There was no rush-hour traffic, and train carriages were empty. Workers had more free time to spend on their family and their hobbies. You could work according to your own schedule and not have to engage in office politics. Many companies have seen that it’s perfectly possible to conduct business as usual with a remote workforce. Collaboration technology such as Zoom and Microsoft Teams makes it simple to communicate with colleagues and share ideas across a digital workspace. Although several lockdowns have been released, some businesses are continuing to embrace this way of working. This may be the beginning of the end for the traditional office.

The entertainment industry

The entertainment industry has taken an enormous hit from the coronavirus pandemic. Cinemas and theatres have shut down, huge blockbuster releases have been delayed time and time again, and millions of jobs worldwide are at risk. While many industries have been able to revert to some semblance of normality, entertainment was one of the first to go and may be the last to return. But although artists, creative types and hospitality workers are suffering, art itself will never be at risk. Culture and the ability to create beautiful things is what makes us human and separates us from the animals. Not even a global pandemic can stop humankind’s natural instinct to entertain and inspire. We’ve seen films and television programmes shot remotely in lockdown, socially distanced concerts, football and NFL games held behind doors to empty stadiums. The way we both create and consume our entertainment has changed, and we will have to get used to new ways of experiencing culture in the future.

Planet Earth

With coronavirus looming in our collective imaginations, it’s easy to forget about the other global disaster hanging over our heads. Climate change. It’s an issue that our planet has faced for several decades but still presents major challenges for future generations. But how has coronavirus affected our attempts to save us from global warming and preserve Planet Earth for future generations? 

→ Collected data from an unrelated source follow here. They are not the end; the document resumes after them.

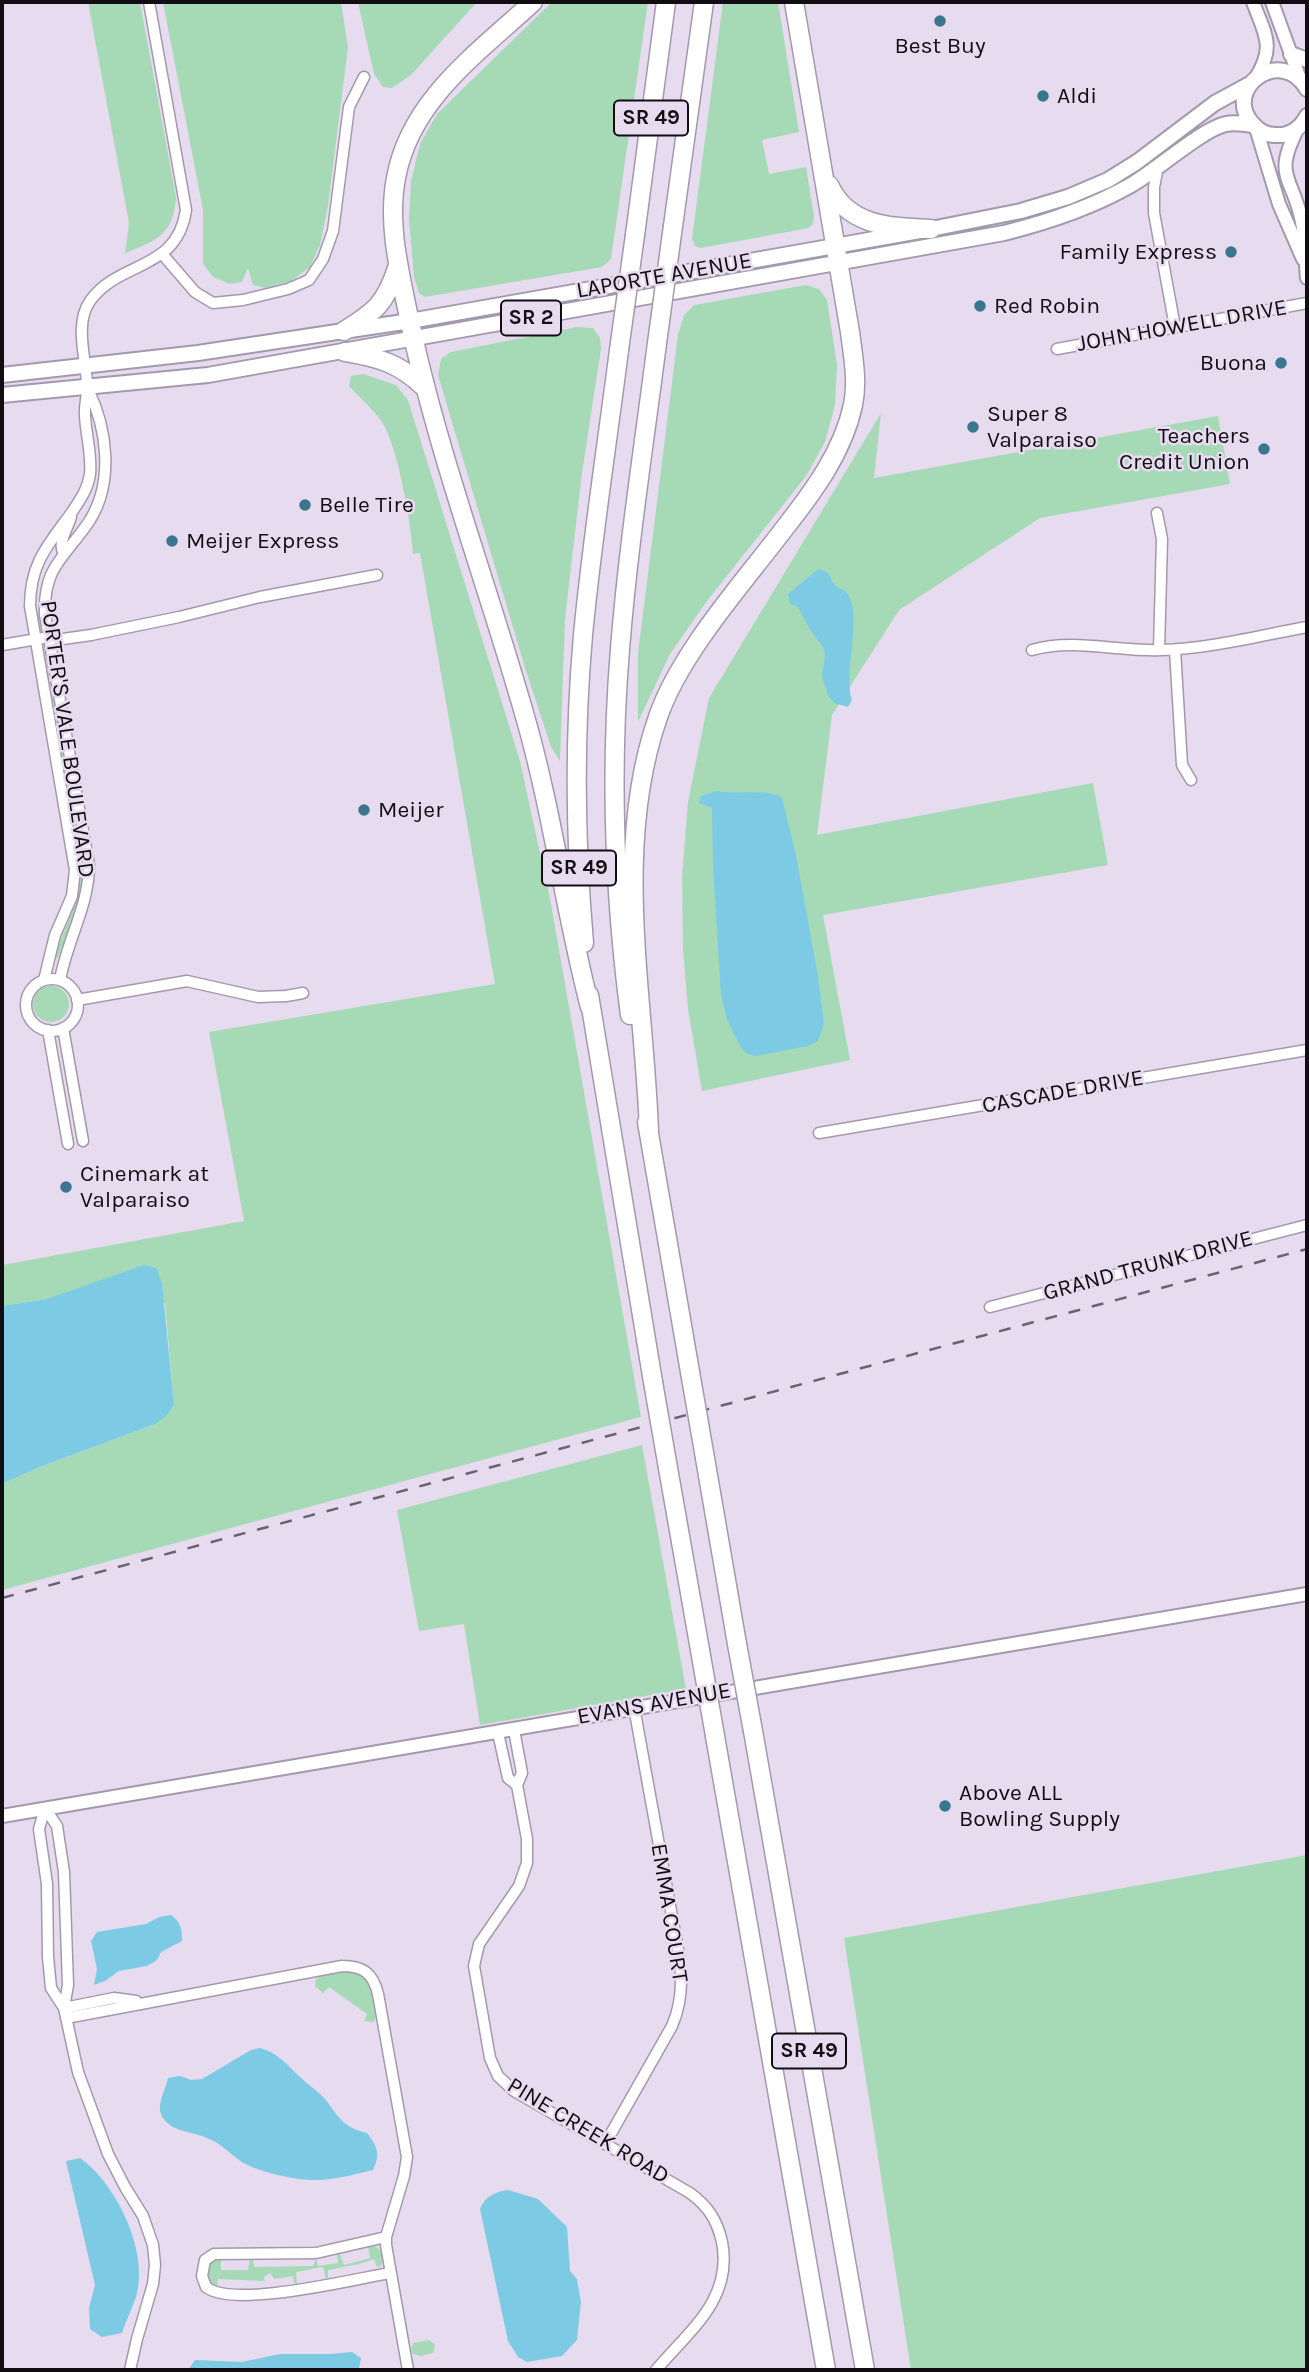 <!DOCTYPE html>
<style>
body{margin:0}
#map{position:relative;width:1309px;height:2372px;overflow:hidden;background:#e7dbef;font-family:Karla,sans-serif}
canvas{display:block}
.frame{position:absolute;inset:0;border:4px solid #110d13;pointer-events:none}
</style>
<div id="map">
<canvas width="1309" height="2372"></canvas>
<div class="frame"></div>
</div>
<script>
const c = document.querySelector('canvas').getContext('2d');
c.lineJoin = 'round';
function fill(path, color) { c.fillStyle = color; c.fill(path, 'evenodd'); }
function strokePath(path, color, width, dash) { c.strokeStyle = color; c.lineWidth = width; c.lineCap = dash ? 'butt' : 'round'; c.setLineDash(dash || []); c.stroke(path); }
function drawText(font, color, halo, rows, align = 'center') {
  c.font = font + ' Karla,sans-serif'; c.lineWidth = 5; c.setLineDash([]); c.textBaseline = 'middle'; c.strokeStyle = halo; c.fillStyle = color; for (const [text, x, y, turn = 0] of rows) {
    c.save(); c.translate(x, y); c.rotate((+turn || 0) * Math.PI / 180); c.textAlign = isNaN(turn) ? turn : align; if (halo) c.strokeText(text, 0, 0); c.fillText(text, 0, 0); c.restore();
  }
}
fill(new Path2D(`
 M88,2H140L176,197C173,235 158,240 125,253L129,223Z
 M163,2H341L348,47L328,206L320,245L310,267L291,281L265,288L253,285L248,268L242,282L230,284L213,277L203,264V210Z
 M358,2H477L411,75L392,88L383,87L374,74Z
 M552,2H648L611,259L602,267L425,297L419,293L414,277L409,219L411,181L420,144L437,114Z
 M723,2H778L799,132L762,140L769,174L806,167L814,216L813,224L809,228L701,248L695,246L692,239Z
 M806,285L819,289L827,300L837,365L835,405L825,442L806,476L707,601L670,654L638,722V653L678,335L684,315L694,305Z
 M577,327L593,328L600,338L601,349L582,473L565,619L560,761L551,747L526,671L438,375L441,359L451,352Z
 M363,374L396,385L408,400L520,761L551,904L641,1417L2,1590V1484L37,1468L155,1424L174,1405L165,1303L47,1299L2,1306V1265L244,1221L209,1032L495,984L420,553L413,554C411,523 398,447 382,422C373,409 359,397 349,386L351,376Z
 M881,413L874,478L1218,416L1230,484L1040,518L899,610L832,715L817,835L1093,783L1108,865L823,915L850,1060L702,1091L688,1009L683,950L682,877L688,802L709,698Z
 M47,662L49,664L71,792L68,791Z
 M75,828H78C84,857 86,882 77,911C72,927 63,942 58,958L54,957L78,896L81,864Z
 M33 1004a18 18 0 1 1 36 0a18 18 0 1 1-36 0Z
 M642,1445L686,1689L480,1725L464,1624L419,1631L397,1510Z
 M1307,1855V2370H911L844,1938Z
 M350,1971C356,1972 361,1973 366,1978C374,1986 379,2012 374,2022L364,2021L367,2014L329,1987L323,1993L315,1986L316,1979L321,1976Z
 M372,2246C382,2247 386,2258 381,2266L377,2267L374,2259L359,2264L328,2270V2277L326,2279L323,2267L296,2272L297,2284L294,2283L293,2276L274,2279L270,2273L264,2277L265,2281L218,2279L217,2287C207,2283 206,2275 209,2266L212,2261L221,2259V2270H248L250,2258L253,2260L254,2267L313,2266L316,2258L318,2266L338,2263L337,2255L340,2254L344,2265L370,2258L368,2247Z
 M429,2340L435,2345L433,2353L421,2356L413,2354L411,2350L413,2343Z`), '#a6dab6');
fill(new Path2D(`
 M818,569C834,572 828,580 837,587C839,589 844,589 846,592C864,611 843,672 852,700L848,707L834,703L828,695L822,676L825,655L823,647L809,628L798,607L790,604L788,594Z
 M716,791C735,795 771,788 782,798L796,855L818,976L824,1024L818,1041L808,1046L756,1056L748,1054L741,1048L727,1020L721,995L713,867L712,808L699,803L701,796Z
 M144,1265L156,1268L162,1283L174,1405L167,1415L155,1424L37,1468L2,1484V1306L47,1299Z
 M171,1915C181,1922 182,1929 182,1941L161,1952L157,1960L147,1966L119,1971L105,1981L94,1985L97,1969L91,1941L97,1932L146,1924L159,1917Z
 M260,2048C277,2052 287,2065 300,2077C308,2085 317,2090 325,2099C339,2117 342,2127 367,2133C377,2146 381,2154 373,2170C356,2174 337,2179 320,2180C298,2181 261,2173 242,2162C230,2154 221,2143 207,2138C192,2131 168,2132 161,2114C157,2103 166,2089 168,2078L180,2076L191,2080L202,2079L251,2050Z
 M80,2158C116,2183 150,2253 136,2297C132,2309 126,2320 122,2333L102,2337L90,2329L89,2308L95,2285L66,2161Z
 M508,2190L538,2199L567,2227L570,2271L577,2279L581,2302L577,2340L562,2356L527,2362L518,2357L508,2341L480,2209C485,2196 495,2192 508,2190Z
 M352,2352L361,2358L359,2368L356,2370H188L195,2360L242,2362L280,2354H330Z`), '#7dcae4');
const minor = new Path2D(`
 M1158,167L1154,187V213L1175,327
 M163,255L195,292L213,303L243,300L288,289L309,280L323,259L333,231L349,107L364,77
 M1057,349L1307,303
 M1157,513L1162,539L1159,650
 M63,552C58,542 68,528 71,517
 M2,645L49,637L63,639L91,635L179,617L260,597L377,575
 M1032,650C1073,638 1120,652 1162,650C1207,649 1262,635 1307,627
 M1175,650L1182,765L1191,780
 M26 1005a26 26 0 1 1 52 0a26 26 0 1 1-52 0Z
 M44,980L55,935L72,896L75,870L30,606C30,563 48,545 72,512C80,500 88,489 90,474C92,455 86,435 85,416C84,405 88,395 87,384C86,358 74,324 90,301C119,260 177,272 186,210L149,2
 M60,980C67,940 89,906 89,865L45,615C43,565 66,557 90,520C114,481 107,428 88,389
 M77,1000L187,981L258,997L286,996L303,993
 M63,1028L83,1141
 M48,1030L68,1144
 M819,1133L1307,1050
 M990,1307L1307,1225
 M514,1730L522,1773L517,1785L527,1839V1863L519,1886L479,1944L474,1966L490,2058L498,2076L514,2091L690,2193C708,2206 717,2220 722,2242C733,2299 690,2330 656,2370
 M498,1733L508,1778L517,1785
 M45,1808L57,1826L64,1872L68,1985L64,2008L78,2072L108,2154L125,2187L143,2216L153,2245L155,2265L153,2284L137,2339L130,2370
 M45,1808L39,1829L47,1884L48,1957L51,1988L64,2008
 M64,2008L114,1998L136,2001
 M66,2018L342,1966C363,1966 373,1973 378,1994L407,2157L404,2176L386,2237V2245L408,2370
 M605,2144L672,2026C682,2003 683,1980 679,1955L634,1707
 M386,2237L316,2253L214,2254L205,2260L202,2276L206,2287C234,2309 353,2279 390,2273`);
const tertiary = new Path2D(`
 M1253,2C1265,35 1276,46 1255,79
 M1272,2L1300,79
 M1256,128L1279,204L1303,259
 M1298,128C1272,178 1293,176 1302,222C1306,241 1305,259 1307,278
 M2,1816L1307,1594`);
const primary = new Path2D(`
 M1291,54L1307,60
 M1307,89C1282,45 1222,88 1252,123C1258,131 1267,135 1276,135C1291,136 1301,127 1307,116
 M2,375L198,353L410,321L931,229L1021,211L1068,197L1108,180L1137,162L1215,103L1250,84
 M2,395L208,375L1004,233C1048,222 1091,208 1131,185C1156,171 1202,129 1226,124C1235,122 1244,124 1253,125`);
const motorway = new Path2D(`
 M533,2C478,53 410,100 396,178C387,225 400,273 409,318C438,455 488,586 526,720C553,815 565,912 590,1007
 M829,185C848,227 891,227 931,229
 M673,226L704,2
 M635,235L666,2
 M344,331C375,312 386,303 397,268
 M345,352C380,358 399,363 425,388
 M584,943C575,841 574,737 583,635C592,540 607,445 619,350
 M589,995L653,1382
 M630,1015C614,894 610,771 620,649C628,547 644,445 657,343
 M647,1122L690,1372
 M649,1131C644,995 612,848 658,717C680,653 743,583 784,529C813,492 843,452 853,405C858,381 853,356 850,332L794,2
 M705,1458L737,1644
 M668,1468L700,1650
 M753,1731L865,2370
 M715,1736L826,2370`);
strokePath(minor, '#a499ac', 13);
strokePath(tertiary, '#a499ac', 16);
strokePath(primary, '#a499ac', 18);
strokePath(motorway, '#a499ac', 21);
strokePath(minor, '#fff', 10);
strokePath(tertiary, '#fff', 12);
strokePath(primary, '#fff', 14);
strokePath(motorway, '#fff', 18);
strokePath(new Path2D(`
 M2,1598L1307,1249`), '#6a636f', 2.5, [12, 12]);
const motorwayBridge = new Path2D(`
 M657,343L673,226
 M619,350L635,235
 M690,1372L705,1458
 M653,1382L668,1468
 M737,1644L753,1731
 M700,1650L715,1736`);
strokePath(motorwayBridge, '#a499ac', 21, []);
strokePath(motorwayBridge, '#fff', 18);
for (const [x, y, r, color] of [
 [940,21,7,"#3a768e"],
 [1043,96,7,"#3a768e"],
 [1231,252,7,"#3a768e"],
 [980,306,7,"#3a768e"],
 [1281,363,7,"#3a768e"],
 [973,427,7,"#3a768e"],
 [1264,449,7,"#3a768e"],
 [305,505,7,"#3a768e"],
 [172,541,7,"#3a768e"],
 [364,810,7,"#3a768e"],
 [66,1187,7,"#3a768e"],
 [945,1806,7,"#3a768e"]
]) { const dot = new Path2D(); dot.arc(x, y, r, 0, 2 * Math.PI); c.fillStyle = color; c.fill(dot); strokePath(dot, '#e7dbef', 2.5); }
for (const [x, y, w] of [
 [651,118,74],
 [531,318,60],
 [579,868,74],
 [809,2051,74]
]) { const box = new Path2D(); box.roundRect(x - w / 2, y - 17.5, w, 35, 5); c.fillStyle = '#e7dbef'; c.fill(box); strokePath(box, '#110d13', 2); }
drawText('bold 21px', '#110d13', null, [
 ["SR 49",651,118],
 ["SR 2",531,318],
 ["SR 49",579,868],
 ["SR 49",809,2051]
]);
drawText('23px', '#110d13', '#e7dbef', [
 ["Best Buy",940,46,"center"],
 ["Aldi",1057,96],
 ["Family Express",1217,252,"right"],
 ["Red Robin",994,306],
 ["Buona",1267,363,"right"],
 ["Super 8",987,414],
 ["Valparaiso",987,440],
 ["Teachers",1250,436,"right"],
 ["Credit Union",1250,462,"right"],
 ["Belle Tire",319,505],
 ["Meijer Express",186,541],
 ["Meijer",378,810],
 ["Cinemark at",80,1174],
 ["Valparaiso",80,1200],
 ["Above ALL",959,1793],
 ["Bowling Supply",959,1819]
], 'left');
drawText('23px', '#110d13', '#e7dbef', [
 ["LAPORTE AVENUE",664,276,-10],
 ["JOHN HOWELL DRIVE",1182,326,-10],
 ["PORTER'S VALE BOULEVARD",67,739,82],
 ["CASCADE DRIVE",1063,1092,-10],
 ["GRAND TRUNK DRIVE",1148,1266,-15],
 ["EVANS AVENUE",654,1704,-10],
 ["EMMA COURT",669,1913,81],
 ["PINE CREEK ROAD",588,2131,31]
]);
</script>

One of the most uplifting results of the many national lockdowns across the globe earlier in the year was the positive impact on nature. Polluted city skies in China once again showed stars, murky canals in Venice became clear, and wild deer returned to the empty streets of London. Packed streets were emptied of cars and international flights cancelled. People stuck at home took to exercise, sparking a huge surge in bicycle sales and other green modes of travel. The pandemic offered us a glimpse of what is possible for our planet if we only were prepared to take bolder environmental steps. But as life slowly returns to normal, it’s inevitable that these changes will only be fleeting and the planet will continue to head ever closer to environmental collapse. But this doesn’t have to be the case.

Governments have acted decisively to implement lockdown and strict social distancing measures, working in ways unheard of in peacetime. Yet if heads of state could muster up the same power to direct our planet towards a greener future and implement stricter environmental regulations, perhaps we’d see an effective response to the dangers of climate change. Can the lessons learned from the coronavirus outbreak save the future of our planet?

No one can say with one hundred percent certainty what the future holds, but we can’t deny that coronavirus will go down in history as one of the biggest paradigm shifts the world has ever seen. For better or for worse, life as we know it will never look the same again.